- Genre: Professional wrestling
- Presented by: Marcelo Rodríguez Carlos Cabrera Hugo Savinovich
- Starring: WWF roster
- Country of origin: United States
- Original language: Spanish
- No. of episodes: 39

Production
- Camera setup: Multicamera setup
- Running time: 28 minutes
- Production company: Titan Sports, Inc.

Original release
- Network: Univision
- Release: November 22, 1998 – September 5, 1999

= Super Astros =

Super Astros is a Spanish-language American professional wrestling television program produced by the World Wrestling Federation (WWF). The program aired from November 22, 1998 to September 9, 1999 on the Spanish-language Univision network in the United States.

==History==
On November 1, 1998, the WWF taped the first episode of Super Astros in Austin, Texas at the Frank Erwin Center. The first episode aired on November 22, 1998 with commentary from Carlos Cabrera and Hugo Savinovich who were the commentators for Spanish-language WWF broadcasts of various pay-per-views and their weekly programming along with the main event match of the first taping being El Hijo del Santo vs. Super Loco. Throughout the majority of its run, the program featured wrestlers from the AAA and Consejo Mundial de Lucha Libre (CMLL) promotions and wrestlers from their Japanese partner Michinoku Pro Wrestling in addition to WWF-signed wrestlers.
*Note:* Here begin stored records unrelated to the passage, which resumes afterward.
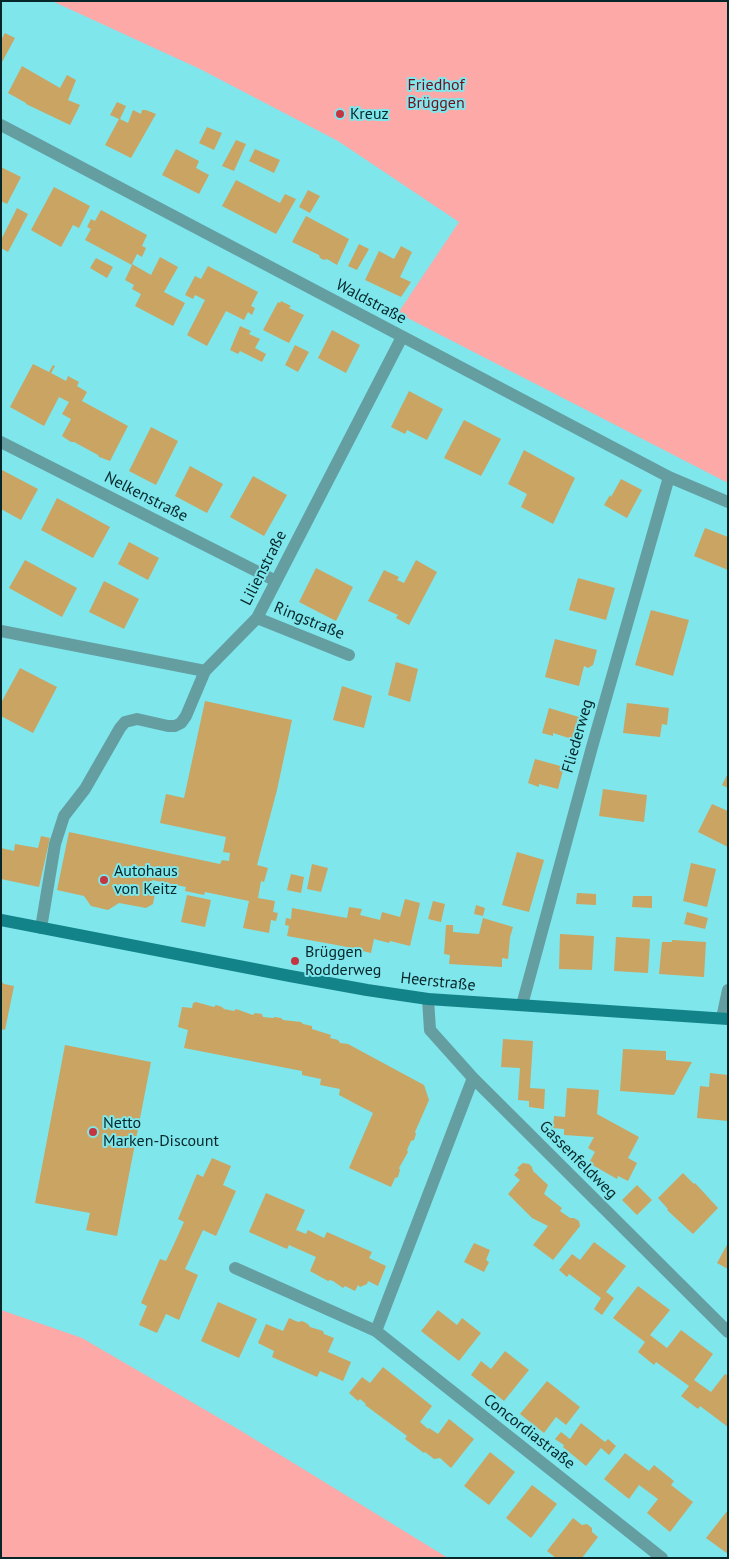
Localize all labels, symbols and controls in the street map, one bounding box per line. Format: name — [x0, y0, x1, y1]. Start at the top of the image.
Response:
park label: Friedhof Brüggen — [407, 75, 465, 113]
place label: Kreuz — [350, 104, 389, 124]
marker: Kreuz — [334, 108, 346, 120]
street label: Waldstraße — [333, 275, 409, 329]
street label: Nelkenstraße — [101, 468, 191, 526]
street label: Lilienstraße — [237, 527, 291, 609]
street label: Ringstraße — [271, 598, 347, 644]
street label: Fliederweg — [558, 697, 598, 775]
place label: Autohaus von Keitz — [114, 861, 178, 899]
marker: Autohaus von Keitz — [98, 874, 110, 886]
place label: Brüggen Rodderweg — [305, 942, 381, 980]
marker: Brüggen Rodderweg — [289, 955, 301, 967]
street label: Heerstraße — [399, 969, 477, 995]
place label: Netto Marken-Discount — [103, 1113, 219, 1151]
street label: Gassenfeldweg — [535, 1117, 621, 1203]
marker: Netto Marken-Discount — [87, 1126, 99, 1138]
street label: Concordiastraße — [479, 1390, 579, 1474]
In August 1999, the WWF announced that they would be cancelling Super Astros following failed renegotiations with Univision to expand the program from 30 minutes to 1 hour and increase the budget from approximately $17,000 to $50,000. The final episode was taped on August 9, 1999 in Rosemont, Illinois with a six-man tag team match between the Los Boricuas (El Merenguero, Jose Estrada, and Miguel Perez) and the team of Apolo Dantes, Pantera, and Papí Chulo.